5 See Chapter 7 Trustee’s Objection to Motion of Urthbox, Inc. to: (I) Dismiss Adversary Complaint; (II) Compel Arbitration; and/or Stay Complaint in Lieu of Answer [AP ECF No. 26].

6 Defendant’s Reply to Chapter 7 Trustee’s Objection to Motion of Urthbox, Inc.; (I) Dismiss Adverversary [sic] Complaint; (II) Compel Arbitration; and/or Stay Complaint in Lieu of Answer [AP ECF No. 27].

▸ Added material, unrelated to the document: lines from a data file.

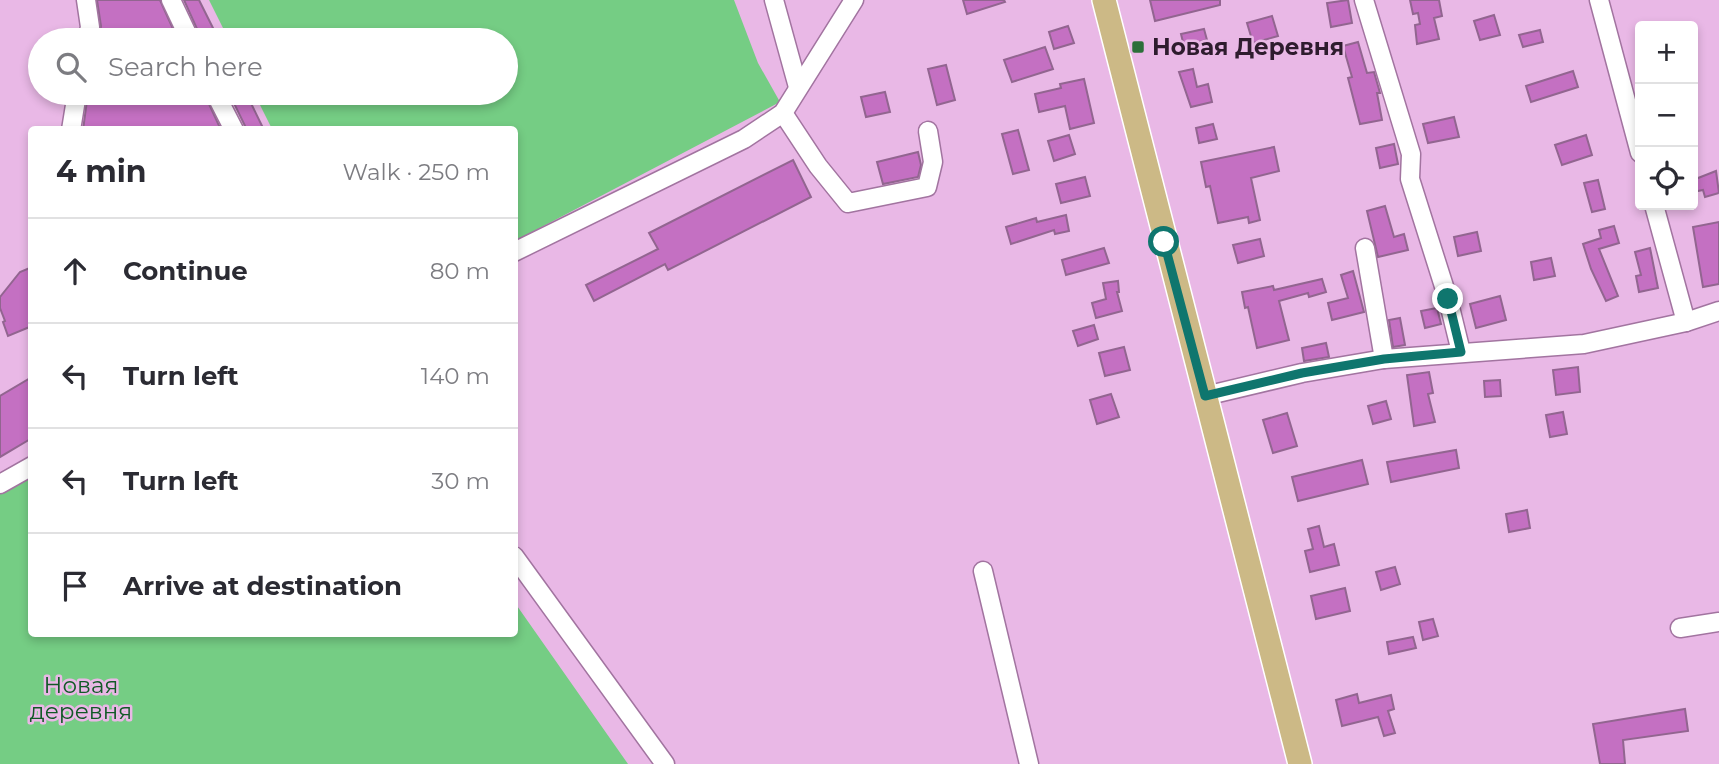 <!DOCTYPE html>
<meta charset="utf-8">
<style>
:root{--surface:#fff;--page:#f2f2f3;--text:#2b2b33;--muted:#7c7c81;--line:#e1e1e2}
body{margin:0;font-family:Montserrat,sans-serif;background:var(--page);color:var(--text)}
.controls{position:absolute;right:21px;top:21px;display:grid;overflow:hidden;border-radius:7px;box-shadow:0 4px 10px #0003}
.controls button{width:63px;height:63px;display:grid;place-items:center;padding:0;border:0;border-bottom:2px solid var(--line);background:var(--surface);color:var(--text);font:35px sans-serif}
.stop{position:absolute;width:21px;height:21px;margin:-16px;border:5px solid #0f766e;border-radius:50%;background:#fff}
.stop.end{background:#0f766e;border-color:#fff;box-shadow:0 2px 7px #0008}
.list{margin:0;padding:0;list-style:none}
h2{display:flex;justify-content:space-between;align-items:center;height:91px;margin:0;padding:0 28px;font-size:30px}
h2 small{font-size:23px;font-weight:400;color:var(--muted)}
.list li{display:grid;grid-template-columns:46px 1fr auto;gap:21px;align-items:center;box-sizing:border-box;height:105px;padding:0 28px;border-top:2px solid var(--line)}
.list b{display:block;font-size:26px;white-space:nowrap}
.list em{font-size:23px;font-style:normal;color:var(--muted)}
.icon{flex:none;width:38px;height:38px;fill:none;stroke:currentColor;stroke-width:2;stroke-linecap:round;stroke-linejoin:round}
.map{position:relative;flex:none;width:1719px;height:764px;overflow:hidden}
.search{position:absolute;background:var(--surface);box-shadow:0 4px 10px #0003;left:28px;top:28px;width:490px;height:77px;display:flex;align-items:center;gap:18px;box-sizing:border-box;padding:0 24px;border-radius:38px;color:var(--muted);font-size:26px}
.panel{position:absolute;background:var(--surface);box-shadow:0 4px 10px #0003;left:28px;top:126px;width:490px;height:511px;border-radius:7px}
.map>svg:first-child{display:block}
.green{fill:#75cd84}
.building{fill:#c470c2;stroke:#926590;stroke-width:2}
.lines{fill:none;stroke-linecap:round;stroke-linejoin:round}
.minor-casing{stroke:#a274a0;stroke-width:21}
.major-casing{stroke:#fff;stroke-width:26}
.minor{stroke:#fff;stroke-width:18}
.major{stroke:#ccb986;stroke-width:23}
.route{stroke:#0f766e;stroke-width:9}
.poi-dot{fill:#2b6f3a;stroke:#e9b8e6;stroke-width:2.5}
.labels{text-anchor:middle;stroke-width:5;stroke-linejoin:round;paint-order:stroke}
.poi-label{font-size:23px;font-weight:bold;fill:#2e1c2e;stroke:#e9b8e6;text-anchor:start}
.park-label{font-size:23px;fill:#115926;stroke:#e9b8e6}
</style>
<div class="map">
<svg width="1719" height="764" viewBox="0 0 1719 764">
<rect width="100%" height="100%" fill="#e9b8e6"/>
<g class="green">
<path d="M209 0H734L758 63 780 102 515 241 514 130 272 129 254 93H506V40H229Z"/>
<path d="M31 471 32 634H514L515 603 628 764H0V488Z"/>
</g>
<g class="building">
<path d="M97 0H160L178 40H99L101 26Z"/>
<path d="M184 0H199L219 40H202Z"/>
<path d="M963 0H1004L1005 2 967 14Z"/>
<path d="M1150 0H1220V5L1155 21Z"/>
<path d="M1348 0 1352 23 1331 27 1327 3Z"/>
<path d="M1410 0H1439L1442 16 1434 18 1439 39 1417 44 1415 25 1420 24 1418 13 1413 14Z"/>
<path d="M1494 15 1500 35 1480 40 1474 21Z"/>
<path d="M1272 16 1278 36 1253 43 1247 23Z"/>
<path d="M1068 26 1074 43 1054 49 1049 32Z"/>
<path d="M1204 29 1207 40 1184 46 1181 34Z"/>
<path d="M1540 30 1543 42 1523 47 1519 35Z"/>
<path d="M1358 42 1367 73 1374 72 1380 93H1377L1382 120 1360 124 1348 78 1352 77 1343 46Z"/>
<path d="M1045 47 1053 69 1012 82 1004 60Z"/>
<path d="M946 65 955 100 937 105 928 69Z"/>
<path d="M1193 69 1197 87 1208 84 1212 102 1191 107 1179 72Z"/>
<path d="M1573 71 1578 87 1531 102 1526 86Z"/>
<path d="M1084 79 1094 123 1070 129 1065 106 1039 112 1035 94 1061 88 1060 84Z"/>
<path d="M885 92 890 112 866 117 861 97Z"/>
<path d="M88 93H204L221 130H83Z"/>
<path d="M229 93H246L264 130H247Z"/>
<path d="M1454 117 1459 137 1428 143 1423 124Z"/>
<path d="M1213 124 1217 139 1199 143 1196 128Z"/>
<path d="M1018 130 1029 170 1013 174 1002 134Z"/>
<path d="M1069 135 1075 154 1054 161 1048 141Z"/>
<path d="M1586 135 1592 155 1562 165 1555 145Z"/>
<path d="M1394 144 1398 164 1380 168 1376 148Z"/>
<path d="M1274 147 1279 171 1251 178 1260 220 1249 223 1248 217 1218 223 1210 186 1206 187 1201 162Z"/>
<path d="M918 152 921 165 918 177 883 184 877 162Z"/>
<path d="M793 160 811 197 668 270 665 264 594 301 586 285 658 249 649 233Z"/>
<path d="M1716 171 1719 193 1705 197 1703 190 1693 192V180Z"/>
<path d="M1085 177 1090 196 1061 203 1056 184Z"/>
<path d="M1598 180 1605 209 1592 212 1584 183Z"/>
<path d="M1385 206 1394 237 1404 234 1408 250 1378 257 1367 211Z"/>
<path d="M1066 215 1069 231 1055 234 1054 230 1011 244 1006 227 1036 218 1037 222Z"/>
<path d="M1719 222V284L1703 287 1693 227Z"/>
<path d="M1614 226 1619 243 1599 249 1618 296 1606 301 1591 269 1583 244 1601 238 1599 230Z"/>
<path d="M1477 232 1481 251 1458 256 1454 237Z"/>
<path d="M1260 239 1264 256 1238 263 1233 245Z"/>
<path d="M1104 248 1109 263 1066 275 1062 260Z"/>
<path d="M1650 248 1658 288 1639 292 1636 276 1641 275 1635 252Z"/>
<path d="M1551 258 1555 276 1534 280 1531 262Z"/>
<path d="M32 267V326L8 336 3 322 5 321 0 308V297L20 272Z"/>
<path d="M1353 271 1364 312 1332 320 1328 303 1348 298 1341 275Z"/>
<path d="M1322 279 1326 292 1309 297 1308 293 1279 301 1289 340 1257 348 1248 307 1245 308 1242 292 1273 286 1274 290Z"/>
<path d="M1118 281 1119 292H1117L1122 311 1096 318 1092 303 1106 299 1103 283Z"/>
<path d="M1500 296 1506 320 1476 328 1470 304Z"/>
<path d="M1437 308 1441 324 1425 328 1421 311Z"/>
<path d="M1400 318 1405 345 1393 347 1389 320Z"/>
<path d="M1094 325 1098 339 1078 346 1073 331Z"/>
<path d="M1326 343 1329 357 1304 361 1302 348Z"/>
<path d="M1124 347 1130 370 1105 376 1099 353Z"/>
<path d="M1578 367 1580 392 1556 395 1553 370Z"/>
<path d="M1429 372 1433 393 1428 394 1435 422 1414 426 1407 375Z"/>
<path d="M32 377V438L0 457V396Z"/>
<path d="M1500 380 1501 396 1485 397 1484 381Z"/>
<path d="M1111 394 1119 417 1097 424 1090 400Z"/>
<path d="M1386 401 1391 419 1373 424 1368 406Z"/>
<path d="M1563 412 1567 434 1550 437 1546 415Z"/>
<path d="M1287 413 1297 446 1273 453 1263 420Z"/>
<path d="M1456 450 1459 468 1391 482 1387 462Z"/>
<path d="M1362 460 1368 484 1298 501 1292 477Z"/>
<path d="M1527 510 1530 528 1509 532 1506 514Z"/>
<path d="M1319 526 1324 547 1334 544 1339 565 1310 572 1305 551 1313 549 1308 529Z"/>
<path d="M1395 567 1400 584 1381 590 1376 572Z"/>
<path d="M1345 588 1350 611 1316 619 1311 596Z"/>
<path d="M1433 619 1438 636 1423 640 1419 622Z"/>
<path d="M1413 637 1416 648 1389 654 1387 642Z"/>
<path d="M1357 694 1359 703 1391 695 1394 709 1388 711 1395 733 1384 736 1378 717 1342 726 1336 700Z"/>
<path d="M1685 709 1688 731 1623 740 1625 764H1600L1593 724Z"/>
</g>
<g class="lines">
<defs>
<g id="minor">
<path d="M86 0 90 27 87 40"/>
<path d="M171 0 190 40"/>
<path d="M774 0 798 87"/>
<path d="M1364 0 1411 154 1410 179 1448 299 1461 352"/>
<path d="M1599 0 1640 153"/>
<path d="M215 93 234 130"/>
<path d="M783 113 818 166 848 203 927 187 933 162 928 131"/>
<path d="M71 130 77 93"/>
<path d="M1654 205 1686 322"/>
<path d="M1365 248 1384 359"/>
<path d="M514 252 744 139 783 113 854 0"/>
<path d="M1205 396 1302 373 1384 359 1584 344 1686 322 1719 311"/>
<path d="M0 484 32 466"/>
<path d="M514 556 665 764"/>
<path d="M983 571 1029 764"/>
<path d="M1680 628 1719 622"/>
</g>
<path id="major" d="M1104 0 1300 764"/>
</defs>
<use href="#minor" class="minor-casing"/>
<use href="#major" class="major-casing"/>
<use href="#minor" class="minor"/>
<use href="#major" class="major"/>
</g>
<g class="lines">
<path class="route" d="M1164 242 1205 396 1302 373 1384 359 1461 352 1448 299"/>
</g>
<rect class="poi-dot" x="1131" y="40" width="14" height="14" rx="3.5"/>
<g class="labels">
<g class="poi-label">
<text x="1152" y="55">Новая Деревня</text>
</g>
<g class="park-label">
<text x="81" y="693">Новая<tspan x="81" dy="26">деревня</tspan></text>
</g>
</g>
</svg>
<div class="controls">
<button>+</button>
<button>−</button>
<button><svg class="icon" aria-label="locate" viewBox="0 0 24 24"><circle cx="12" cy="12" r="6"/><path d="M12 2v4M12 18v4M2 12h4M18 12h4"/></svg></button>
</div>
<div class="stop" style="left:1164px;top:242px"></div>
<div class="stop end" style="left:1448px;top:299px"></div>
<div class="search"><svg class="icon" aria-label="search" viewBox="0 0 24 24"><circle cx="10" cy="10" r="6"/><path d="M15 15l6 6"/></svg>Search here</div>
<section class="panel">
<h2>4 min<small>Walk · 250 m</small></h2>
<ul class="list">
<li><svg class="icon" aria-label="ahead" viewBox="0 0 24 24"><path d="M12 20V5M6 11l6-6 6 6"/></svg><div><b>Continue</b></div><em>80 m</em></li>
<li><svg class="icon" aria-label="left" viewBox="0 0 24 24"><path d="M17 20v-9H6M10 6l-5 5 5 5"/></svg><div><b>Turn left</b></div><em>140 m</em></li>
<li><svg class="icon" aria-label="left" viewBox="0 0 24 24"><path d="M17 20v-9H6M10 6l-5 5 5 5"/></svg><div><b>Turn left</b></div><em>30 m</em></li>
<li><svg class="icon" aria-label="arrive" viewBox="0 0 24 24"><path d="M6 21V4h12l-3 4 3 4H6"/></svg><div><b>Arrive at destination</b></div></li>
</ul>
</section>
</div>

2 Jurisdiction The Court has jurisdiction over this matter pursuant to 28 U.S.C. §§ 1334 and 157(a) and (b)(1) and the Amended Standing Order of Reference dated January 31, 2012 (Preska, C.J.). This is a core proceeding pursuant to 28 U.S.C. § 157(b)(2). Facts7

Background On or about April 10, 2013, the Principals, acting as equal members, formed the Debtor as a Delaware Limited Liability Company. See Am. Complt. ¶ 12. Beginning in or about 2013, the Debtor operated a subscription-based, as well as a “one-time purchase,” snack food box delivery service. See id. ¶ 13. To that end, it solicited subscribers and customers to purchase boxes of food and snacks sourced from a variety of different countries “around the world,” and then sent them on a monthly or one-time basis to its subscribers or customers to “Try the World.” See id. The Trustee maintains that the Debtor “operated a successful business” and as support points to the following:

(i) In 2016 the Debtor had gross revenue of over $14,023,294.00. (ii) By 2017 the Debtor had over 35,000 customers, a vast social media following, valuable intellectual property assets, including good will, and assets of $2,791,745 and liabilities of $2,627,771, including over $1.2 million of deferred revenue in the form of advance customer payments for the Debtor’s products. (iii) In June 2017, the Debtor solicited and obtained new equity investments of an additional $865,707.95.